What I do remember vividly is the day we drove him to the vet. My girlfriend, Judith, and I were simply taking him for a check-up. That’s what we told ourselves. He wasn’t feeling well, but neither of us, nor my parents, really suspected this would be his last ride. After dusting about 2 feet of snow off the car, all three of us struggled into my tiny hatchbacked Mustang. Judith was at the wheel and I was sandwiched in the back with Sturmie. The ride isn’t generally a long one, but this day it was. As I sat in the back with him, I stroked his fur and tried to memorize his beautiful face. He had typical German Shepherd markings, but he had gorgeous sable and red fur instead of the customary brown. His saddle was black, his legs were tan, and his muzzle was now a brilliant white. But his eyes were sad, and somewhere during that ride, both my girlfriend and I silently realized he would not be coming back.

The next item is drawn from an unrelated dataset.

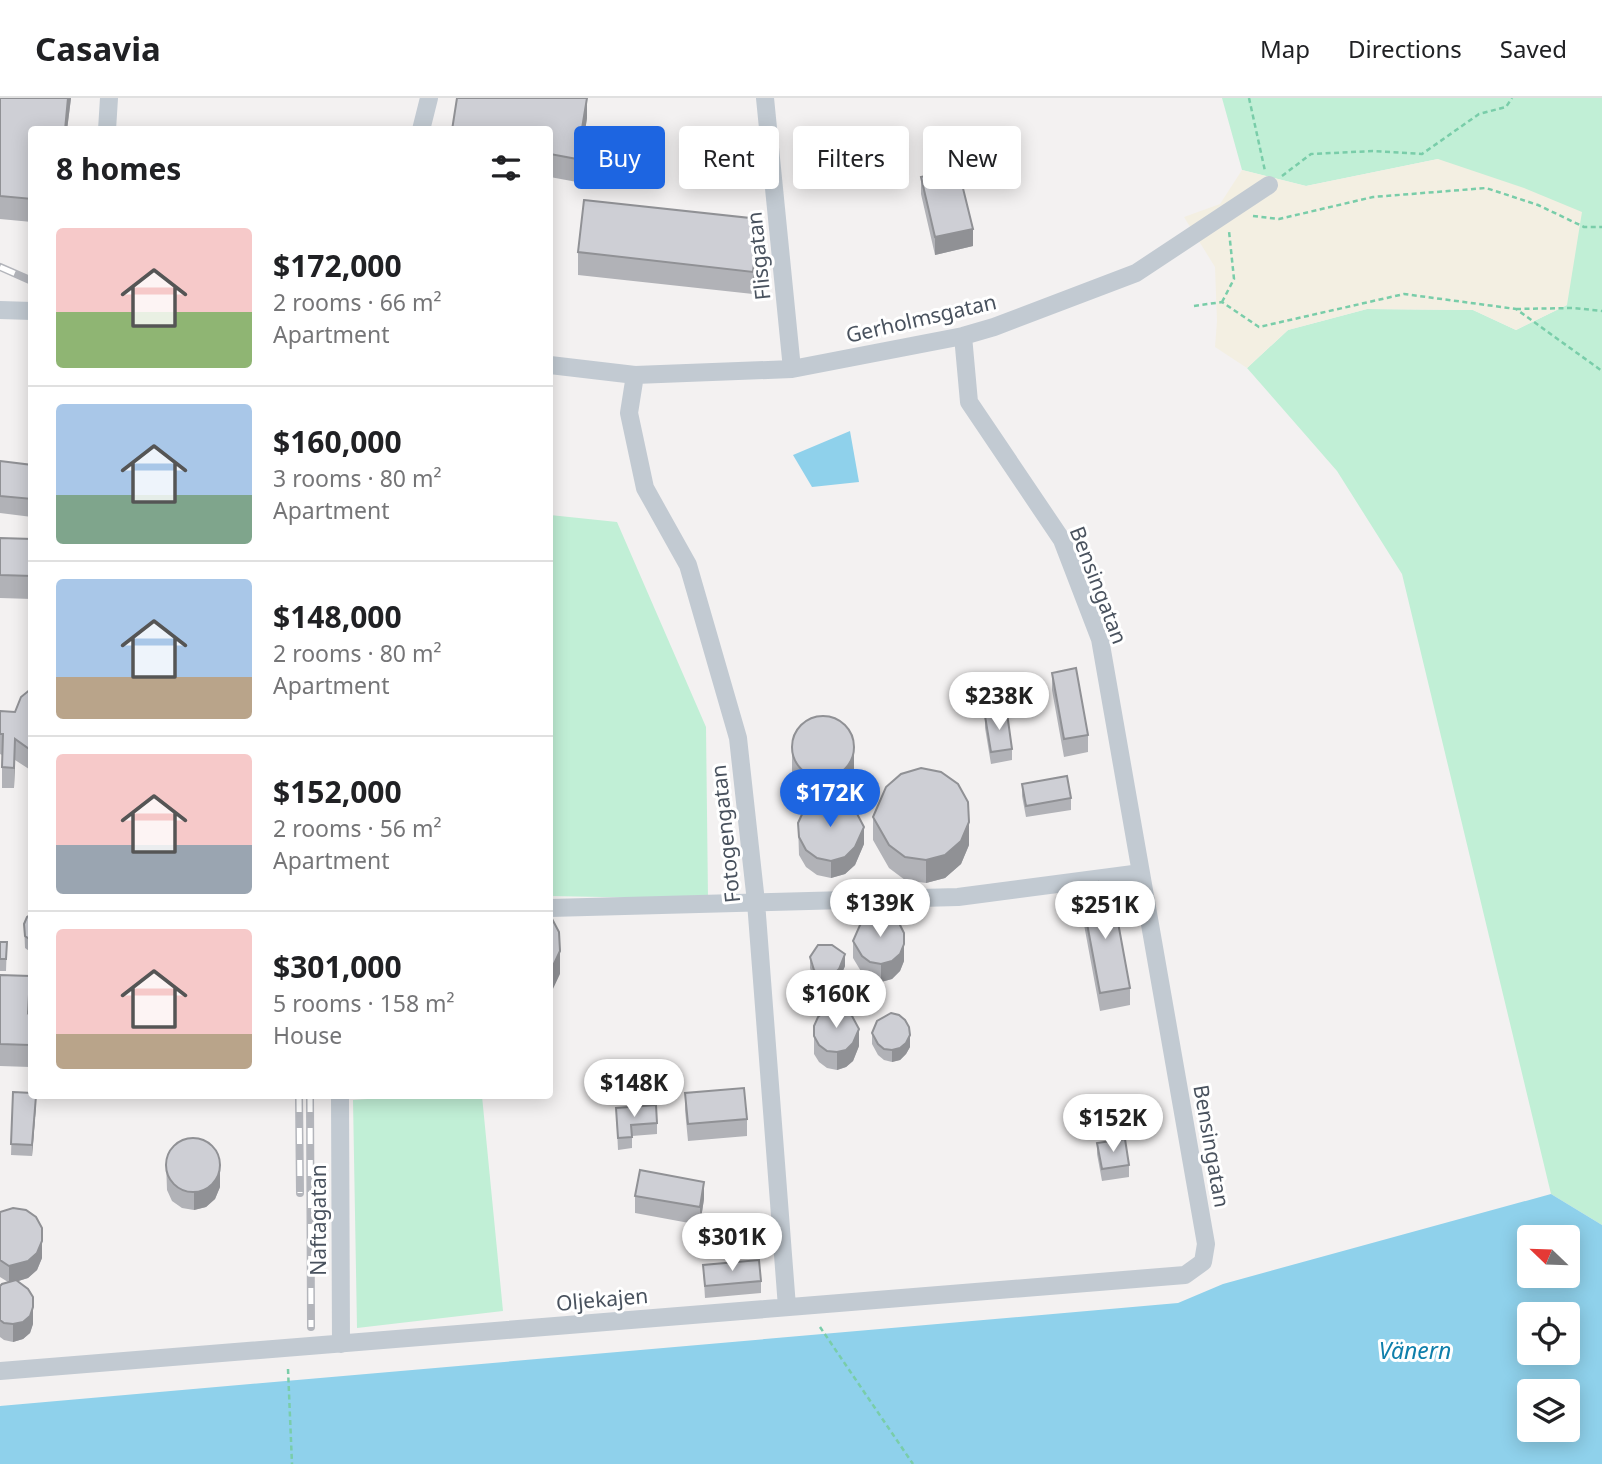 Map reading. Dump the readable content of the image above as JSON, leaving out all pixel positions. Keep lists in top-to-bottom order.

Had it been possible, I would have asked the vet to make a house call. But back then it just wasn’t something that was done ‘for a dog.’ So I stayed with him until the end, leaving his body to be cremated. I managed to hold it together long enough to get out of the office, and then I just lost it. I don’t think I have ever cried as hard in my life. And Judith cried. And when we returned home, with only his leash and collar, doors closed and my parents cried. Not together, but alone.
I was 27 years old and I slept with Sturmie’s blanket hugged in my arms for months after that. I still have fragments of that blanket. And it still has a few of his hairs on it, 33 years later, although long ago it lost his smell.
His ashes, along with the ashes of the other dogs in my life who have passed, sit on my dresser. I have plans to be cremated too, and have all our ashes mixed and scattered, some over the lake and some in Texas. My wife has told me she will need a crop duster to scatter us all, but that’s OK. We’ll all be together again. Even if we are dust in the wind.
So this blog is dedicated to my beautiful Shepherd, Sturmie.
My mother would follow him, a month to the day, also from cancer.
But that story is perhaps for another time.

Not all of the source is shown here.